[EAS] Voluntary Local EAS Carriage: Can We All Take Two Steps Forward?
Sean Donelan
sean at donelan.com
Thu Feb 23 22:27:01 CST 2012
On Wed, 15 Feb 2012, Richard_Rudman wrote:
> The core message about probability and risk assessment I was trying to
> communicate is probably more familiar to the EM community is than to us.
In the article the examples about not using EAS during coverage of
Hurricane Ike or the Shuttle Columbia are events where news broadcasters
were already covering the event. What additional information would EAS
give the public that news broadcasters weren't already reporting?

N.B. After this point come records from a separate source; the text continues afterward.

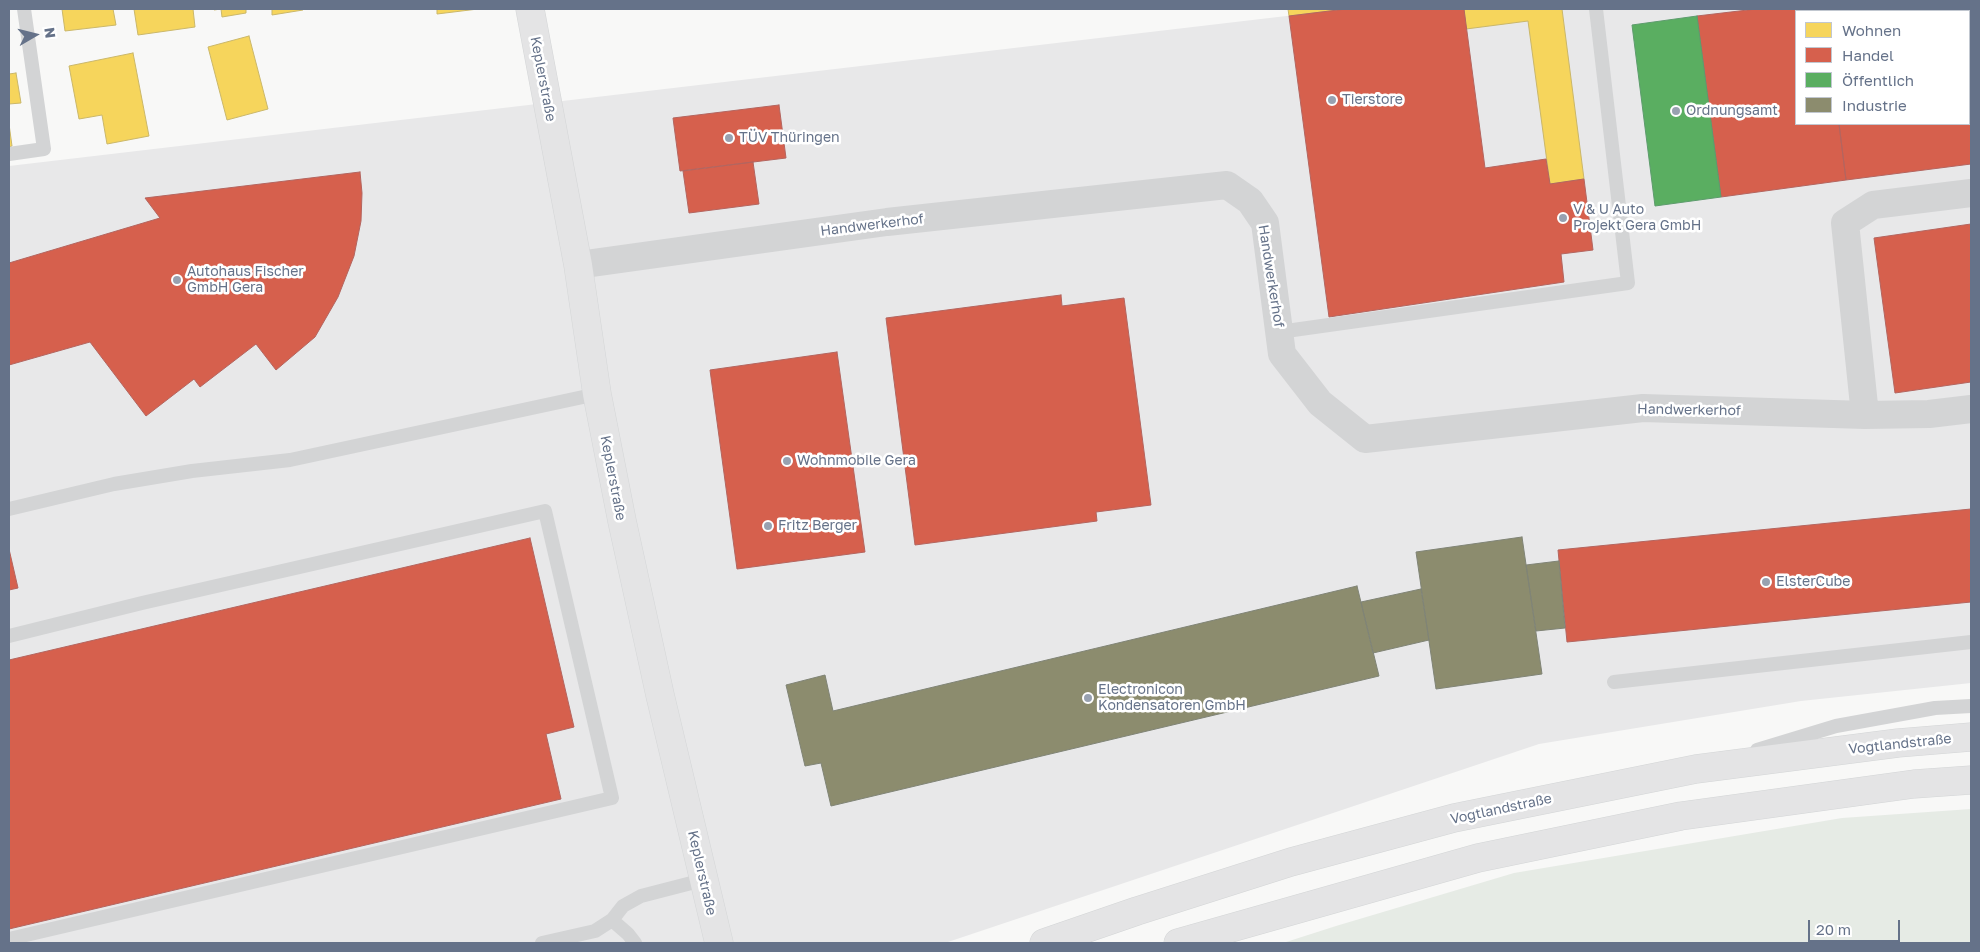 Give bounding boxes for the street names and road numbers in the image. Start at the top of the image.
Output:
street label: Keplerstraße [526,35,560,123]
street label: Handwerkerhof [819,210,925,240]
street label: Handwerkerhof [1255,223,1287,329]
street label: Handwerkerhof [1637,401,1741,419]
street label: Keplerstraße [596,434,630,522]
street label: Vogtlandstraße [1848,730,1952,758]
street label: Vogtlandstraße [1449,790,1553,828]
street label: Keplerstraße [684,829,720,917] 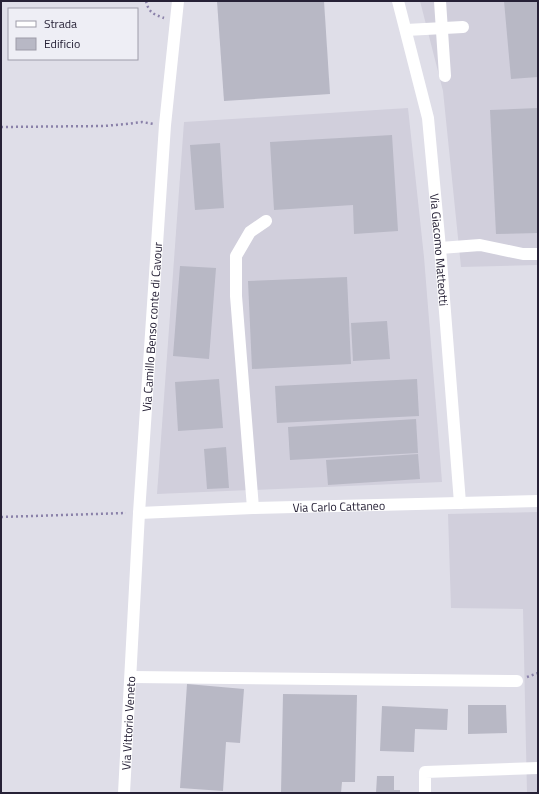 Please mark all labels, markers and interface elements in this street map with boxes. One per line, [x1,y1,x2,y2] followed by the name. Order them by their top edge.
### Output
[8,8,138,60] legend
[44,14,77,33] text: Strada
[44,34,80,53] text: Edificio
[426,193,454,307] street label: Via Giacomo Matteotti
[136,241,167,412] street label: Via Camillo Benso conte di Cavour
[292,495,385,517] street label: Via Carlo Cattaneo
[116,676,140,771] street label: Via Vittorio Veneto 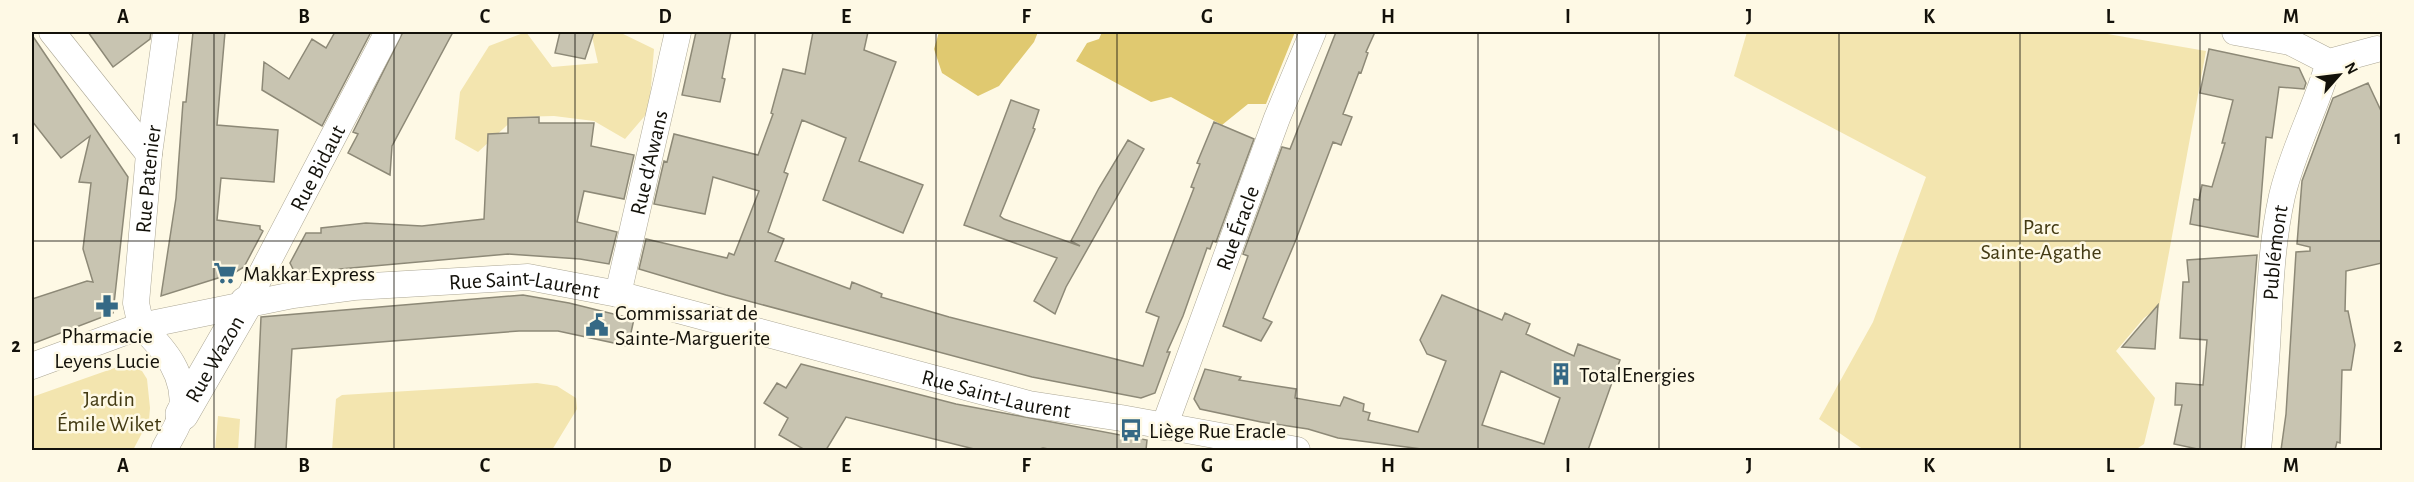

If
emergency managers had use EAS during either of those events, its
just as likely that reporters would have asked instead why EAS was used
instead of calling a news conference?
Dog bites man -- not news.
Man bites dog -- news.
Rare and unexpected are the missing words.
I suggest not using CEM as a rare, unexpected event code. CEM is already
widely used in many EAS plans as the general, all purpose event code. A
rarely used code such as CDW is still generic, but may be better to
distinguish the rare, unexpected emergency warning for which every mass
communication channel should agree to quickly interrupt programming. CEM
can still be used for "normal" emergencies in a CAPwire world.
EAS operational areas are usually relatively large, multi-jurisdictional
areas. No matter how small you make the polygon in the CAP messsage, the
radio, television, satellite, etc transmitter is still going to interrupt
programming in its entire reception area. For these messages to be well
received by the audience, it will need to be relevant to a large part
of the audience in the entire EAS operational area.